Each row of $C$ is the same sequence permuted. Specifically, circular shifted in discrete time. Such a matrix is called circulant. In DSP circular convolution of a finite discrete time input signals ${x_i }$ with a system with response ${c_i }$ is represented as matrix multiplication
\[C x = \begin{bmatrix} c_0 & c_{n-1} & \cdots & c_2 & c_{1}\\ c_1 & c_0 & \cdots & c_3 & c_{2}\\ \vdots & \vdots & \ddots & \vdots & \vdots\\ c_{n-2} & c_{n-3} & \ddots & c_0 & c_{n-1}\\ c_{n-1} & c_{n-2} & \cdots & c_{1} & c_0\\ \end{bmatrix} \begin{bmatrix} x_0\\ x_1\\ x_2\\ \vdots\\ x_{n-2}\\ x_{n-1} \end{bmatrix}\\\]When writing out the multiplication the convolution becomes clear \(y_k = \sum^{n-1}_{i=0} c_{[(k-i) \mod n]}x_{i}\) For example,
\[\begin{align} y_1 &= \sum^{n-1}_{i=0} c_{[(1-i) \mod n]}x_{i} \\ &= c_{[1 \mod n]}x_0 + c_{[0 \mod n]}x_1 + c_{[-1 \mod n]}x_2 + c_{[-2 \mod n]}x_3 + \cdots + c_{[2-n \mod n]}x_{n-1}\\ &= c_1x_0 + c_0x_1 + c_{n-1}x_2 + c_{n-2}x_2 +\cdots + c_{2}x_{n-1} \\ \end{align}\]Since each row of $C$ is a permutation of ${c_0, c_1, \cdots, c_{n-1}}$, $C$ can be written as linear combination of permutation matrices.
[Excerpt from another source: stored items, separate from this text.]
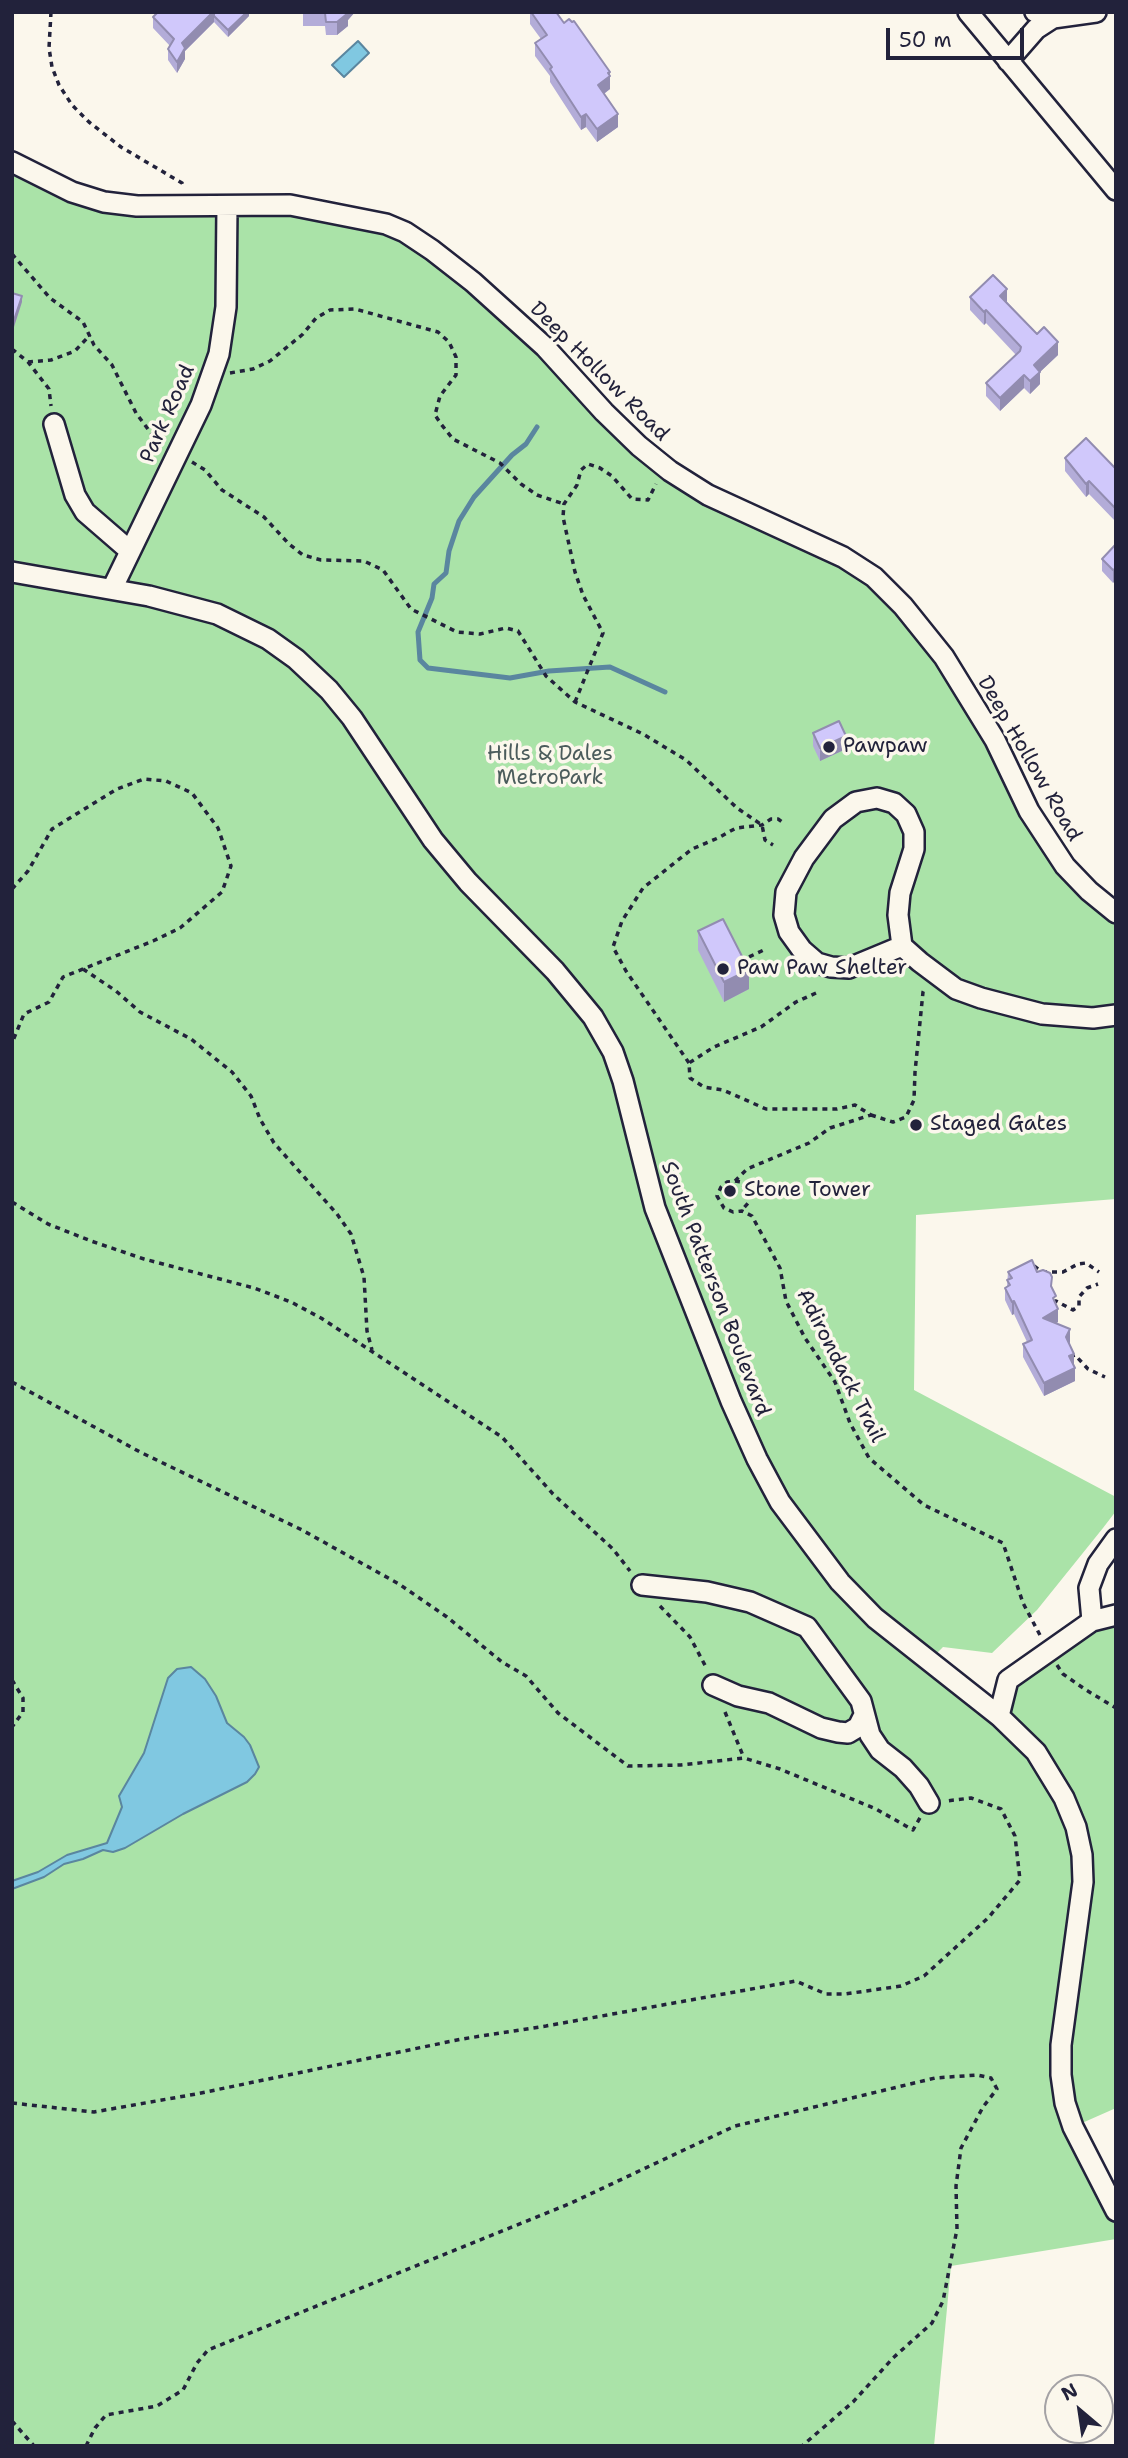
<!DOCTYPE html>
<style>
body{margin:0}
#map{position:relative;width:1128px;height:2458px;overflow:hidden;background:#fbf7ec;font-family:"Shantell Sans",sans-serif}
canvas{display:block}
.frame{position:absolute;inset:0;border:14px solid #22223b;pointer-events:none}
.north{position:absolute;left:1044px;top:2374px;width:70px;height:70px;box-sizing:border-box;background:#fbf7ec;border:2px solid #a4a2a5;border-radius:50%;rotate:331deg;font-size:19px;font-weight:700;line-height:28px;text-align:center;color:#22223b}
.north::after{content:'';display:block;margin:auto;width:24px;height:32px;background:#22223b;clip-path:polygon(50% 0,100% 100%,50% 72%,0 100%)}
.scale{position:absolute;left:886px;top:28px;width:138px;height:32px;box-sizing:border-box;border:4px solid #22223b;border-top:0;padding-left:9px;font-size:21px;line-height:24px;white-space:nowrap;color:#22223b;-webkit-text-stroke:5px #fbf7ec;paint-order:stroke}
</style>
<div id="map">
<canvas width="1128" height="2458"></canvas>
<div class="frame"></div>
<div class="north">N</div>
<div class="scale">50 m</div>
</div>
<script>
const ctx = document.querySelector('canvas').getContext('2d');
ctx.lineJoin = 'round';
function fillPath(path, color) { ctx.fillStyle = color; ctx.fill(path, 'evenodd'); }
const shape = rows => new Path2D(rows.map(r => 'M' + r).join(''));
function strokePath(path, color, width, dash) { ctx.strokeStyle = color; ctx.lineWidth = width; ctx.lineCap = dash ? 'butt' : 'round'; ctx.setLineDash(dash || []); ctx.stroke(path); }
function write(font, color, halo, rows, align = 'center') {
  ctx.font = font + ' "Shantell Sans",sans-serif'; ctx.lineWidth = 7; ctx.setLineDash([]); ctx.textBaseline = 'middle'; ctx.strokeStyle = halo; ctx.fillStyle = color; for (const [text, x, y, turn = 0] of rows) {
    ctx.save(); ctx.translate(x, y); ctx.rotate((+turn || 0) * Math.PI / 180); ctx.textAlign = isNaN(turn) ? turn : align; if (halo) ctx.strokeText(text, 0, 0); ctx.fillText(text, 0, 0); ctx.restore();
  }
}
fillPath(shape([
 [12,162,72,192,250,207,405,232,639,446,804,538,903,606,1029,811,1116,913,1116,1199,916,1215,914,1390,1116,1497,1116,1511,1103,1528,1037,1610,992,1653,943,1647,928,1662,998,1716,1008,1680,1116,1615,1116,2108,1073,2127,1116,2211,1116,2239,951,2266,934,2446,12,2446]
]), '#aae3a8');
const water = shape([
 [358,41,369,53,344,77,332,65,358,41],
 [191,1667,205,1679,216,1696,227,1723,244,1737,250,1745,259,1767,255,1774,247,1782,183,1814,125,1848,113,1852,103,1850,83,1859,64,1864,44,1877,12,1889,12,1881,38,1872,67,1855,107,1843,122,1807,119,1796,144,1753,168,1678,177,1669,191,1667]
]);
fillPath(water, '#80c8e1');
strokePath(water, '#5a869f', 2);
strokePath(shape([
 [537,427,526,444,512,455,474,497,459,521,449,551,446,573,434,584,432,598,418,632,420,660,428,668,510,678,549,671,610,667,665,692]
]), '#5a869f', 5);
const minor = shape([
 [968,12,1116,190],
 [1035,12,1053,18,1096,12],
 [1008,61,1036,29,1053,18],
 [12,162,72,192,104,202,137,206,290,205,386,224,405,232,432,250,473,282,545,347,604,412,639,446,670,471,708,495,843,557,874,577,903,606,944,657,995,740,1029,811,1065,866,1089,891,1116,913],
 [54,424,75,495,85,512,130,551],
 [12,572,149,596,217,614,268,639,296,659,329,690,352,718,433,840,468,882,555,971,593,1017,613,1052,623,1081,655,1208,731,1401,757,1459,780,1502,840,1582,875,1618,999,1716,1036,1752,1064,1798,1076,1827,1082,1855,1083,1882,1061,2045,1061,2075,1065,2103,1073,2127,1116,2211],
 [112,589,201,405,219,354,226,307,227,206],
 [902,946,849,968,831,967,817,963,802,950,789,932,784,915,786,892,804,858,833,819,856,802,877,798,894,803,906,814,914,832,914,849,900,893,898,915,902,946,920,962,956,989,981,998,1042,1014,1093,1018,1116,1015],
 [642,1585,707,1592,750,1602,807,1627,861,1701,870,1735,880,1750,903,1768,919,1786,929,1803],
 [1092,1621,1089,1588,1098,1564,1116,1539],
 [713,1685,738,1696,769,1703,821,1728,838,1732,848,1733,858,1727,864,1715],
 [999,1716,1008,1680,1092,1621,1116,1615]
]);
strokePath(minor, '#22223b', 24);
strokePath(shape([
 [51,12,49,48,52,67,59,85,72,105,89,122,121,147,182,183,184,188],
 [12,254,50,298,83,322,94,345,112,365,136,413,156,440,161,444],
 [12,349,28,362,49,389,51,406],
 [28,362,51,360,75,351,90,335],
 [230,373,253,369,270,361,303,334,316,318,330,310,355,309,438,332,449,342,456,357,456,375,440,396,435,415,441,424,453,439,500,463,521,484,537,495,564,504],
 [192,462,205,470,222,490,264,517,289,544,303,555,321,560,364,561,383,570,411,609,457,632,480,634,506,628,518,631,546,676,575,702,643,734,686,760,737,808,762,825,765,840,773,845],
 [575,702,603,633,583,595,575,572,563,517,564,504,577,485,581,470,588,464,600,468,612,476,632,499,648,500,656,484],
 [12,889,28,871,52,829,117,789,144,779,166,781,192,793,218,828,231,866,222,892,180,928,153,941,63,977,49,1002,24,1014,12,1043],
 [740,961,766,949],
 [83,969,116,991,140,1012,191,1039,232,1072,251,1096,260,1119,274,1143,337,1214,351,1234,364,1277,367,1331,372,1350],
 [816,993,796,1002,761,1027,714,1047,689,1063,690,1078,704,1087,723,1090,766,1109,837,1109,855,1105,871,1115,830,1128,809,1143,747,1169,735,1181,727,1182,721,1187,717,1196,724,1208,733,1212,742,1211,752,1216,780,1268,786,1301,805,1338,835,1382,850,1423,869,1458,924,1505,1003,1543,1023,1603,1041,1637],
 [689,1063,626,971,613,947,622,921,643,888,692,849,718,838,736,828,762,825,771,819,778,819,785,824],
 [871,1115,893,1122,906,1117,914,1100,915,1072,923,992,925,988],
 [735,1181,741,1182,748,1193,749,1202,742,1210],
 [12,1202,48,1224,91,1241,144,1259,254,1288,291,1302,321,1318,502,1437,553,1494,613,1549,630,1571],
 [1034,1266,1042,1272,1063,1272,1078,1264,1086,1263,1099,1272],
 [1053,1302,1056,1301,1073,1310,1079,1306,1079,1297,1087,1288,1098,1284],
 [1070,1357,1075,1355,1088,1369,1105,1377],
 [12,1382,140,1452,302,1530,399,1584,447,1617,502,1662,526,1676,558,1713,628,1766,681,1765,744,1758,780,1769,876,1809,913,1830,921,1816],
 [660,1606,690,1637,707,1669],
 [1057,1665,1063,1674,1086,1690,1116,1708],
 [12,1680,23,1698,23,1712,12,1727],
 [725,1712,744,1758],
 [12,2103,94,2112,196,2094,462,2039,546,2026,796,1981,826,1994,845,1994,901,1986,924,1976,988,1918,1020,1880,1015,1836,1001,1809,971,1798,946,1801],
 [12,2421,34,2446],
 [86,2446,95,2428,106,2415,157,2406,183,2390,197,2363,208,2350,569,2204,735,2126,935,2078,977,2075,991,2078,997,2089,983,2107,961,2148,956,2186,957,2229,943,2301,932,2323,893,2358,853,2402,802,2446]
]), '#22223b', 3.5, [5, 5]);
strokePath(minor, '#fbf7ec', 19);
fillPath(shape([
 [249,12,249,16,228,37,214,22,185,51,185,59,177,73,168,60,168,49,170,46,153,28,153,17],
 [303,12,355,12,348,20,348,26,337,35,326,35,325,26,303,26],
 [530,12,556,12,564,23,610,72,610,89,604,94,618,127,597,142,586,127,581,130,550,82,550,76,535,56,535,43,541,39,530,24],
 [970,297,1007,302,1058,355,1040,372,1040,384,1030,394,1024,388,1000,411,986,396,986,383,1016,355,986,323,984,325,970,310],
 [1065,458,1116,469,1116,522,1089,494,1086,497,1065,471],
 [1116,544,1113,583,1102,571,1102,559],
 [813,733,846,749,820,761,813,746],
 [698,931,749,989,724,1002,698,950],
 [1008,1272,1037,1272,1052,1288,1058,1322,1056,1323,1070,1342,1069,1344,1074,1366,1075,1381,1044,1396,1023,1357,1023,1344,1027,1342,1014,1314,1012,1315,1005,1300,1005,1288,1007,1286]
]), '#b3acd8');
fillPath(shape([
 [214,12,214,22,185,51,185,59,177,73,177,62,182,43],
 [247,12,249,12,249,16,228,37,228,30],
 [347,12,355,12,348,20,348,26,337,35,337,22],
 [610,72,610,89,598,98,598,85],
 [586,114,586,127,581,130,581,117],
 [618,114,618,127,597,142,597,129],
 [1007,289,1007,302,1000,308,1000,296],
 [22,296,22,302,14,327,14,320],
 [986,310,986,323,984,325,984,312],
 [1058,342,1058,355,1040,372,1040,384,1030,394,1030,381,1034,365],
 [1024,375,1024,388,1000,411,1000,398],
 [1089,481,1089,494,1086,497,1086,484],
 [1116,568,1116,580,1113,583,1113,570],
 [846,736,846,749,820,761,820,748],
 [749,970,749,989,724,1002,724,982],
 [1014,1301,1014,1314,1012,1315,1012,1302],
 [1058,1309,1058,1322,1043,1331,1043,1318],
 [1070,1329,1070,1342,1066,1350,1066,1337],
 [1074,1354,1074,1367,1069,1356],
 [1075,1368,1075,1381,1044,1396,1044,1383]
]), '#928cb0');
const building = shape([
 [158,12,213,12,182,43,185,48,177,62,168,49,174,39,153,17,158,12],
 [214,12,247,12,228,30,214,16,214,12],
 [303,12,348,12,348,13,337,22,326,22,325,13,303,13,303,12],
 [531,12,556,12,564,23,569,19,572,22,574,21,610,72,608,73,610,76,598,85,618,114,597,129,586,114,581,117,550,69,552,67,535,43,547,35,531,12],
 [993,275,1007,289,1000,296,1037,334,1044,327,1058,342,1034,365,1040,372,1030,381,1024,375,1000,398,986,383,1020,351,1021,347,986,310,984,312,970,297,993,275],
 [12,293,22,296,14,320,12,320,12,293],
 [1086,438,1116,469,1116,509,1089,481,1086,484,1065,458,1086,438],
 [1116,544,1116,568,1113,570,1102,559,1116,544],
 [839,721,846,736,820,748,813,733,839,721],
 [723,919,749,970,724,982,698,931,723,919],
 [1032,1260,1037,1272,1043,1270,1050,1273,1052,1277,1051,1286,1056,1296,1053,1298,1058,1309,1043,1318,1070,1329,1066,1337,1074,1354,1069,1356,1075,1368,1044,1383,1023,1344,1032,1340,1014,1301,1012,1302,1005,1288,1010,1285,1007,1280,1012,1278,1008,1272,1032,1260]
]);
fillPath(building, '#d0c8fb');
strokePath(building, '#928cb0', 2);
for (const [x, y, r, color] of [
 [829,747,7,"#22223b"],
 [723,969,7,"#22223b"],
 [916,1125,7,"#22223b"],
 [730,1191,7,"#22223b"]
]) { const dot = new Path2D(); dot.arc(x, y, r, 0, 2 * Math.PI); ctx.fillStyle = color; ctx.fill(dot); strokePath(dot, '#fbf7ec', 2.5); }
write('21px', '#22223b', '#fbf7ec', [
 ["Deep Hollow Road",599,372,45],
 ["Park Road",168,414,-66],
 ["Deep Hollow Road",1029,759,60],
 ["South Patterson Boulevard",715,1289,69],
 ["Adirondack Trail",840,1366,63]
]);
write('21px', '#22223b', '#fbf7ec', [
 ["Pawpaw",843,747],
 ["Paw Paw Shelter",737,969],
 ["Staged Gates",930,1125],
 ["Stone Tower",744,1191]
], 'left');
write('21px', '#4b5c5c', '#fbf7ec', [
 ["Hills & Dales",550,755],
 ["MetroPark",550,779]
]);
</script>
\[C = c_0I + c_1P + c_2 P^2 +\cdots + c_{n-1}P^{n-1}\]Where $P$ is the permutation $\big((n-1),(n-2), \cdots,1,0\big)$.
\[P = \begin{bmatrix} e_1 & e_2 & \cdots & e_{n-1} & e_0\\ \end{bmatrix} = \begin{bmatrix} 0 & \cdots & \cdots & 0 & 1\\ 1 & 0 & & \huge0 & 0\\ & 1 & \ddots & & \vdots\\ & \huge0 & \ddots &\ddots & \vdots \\ & & & 1 & 0\\ \end{bmatrix}\]From the decomposition of $C$ into a linear composition, we see that their is a 1-to-1 relationship between eigenvalues and eigenvectors of $P$ and $C$.
Lemma
The spectrum of $C$ is the same as permutation $P$. Moreover, they are simultaneously diagonalizable.
proof
First note that $CP = PC$, which follows from $C$s representation as a linear combination of permutation matrices.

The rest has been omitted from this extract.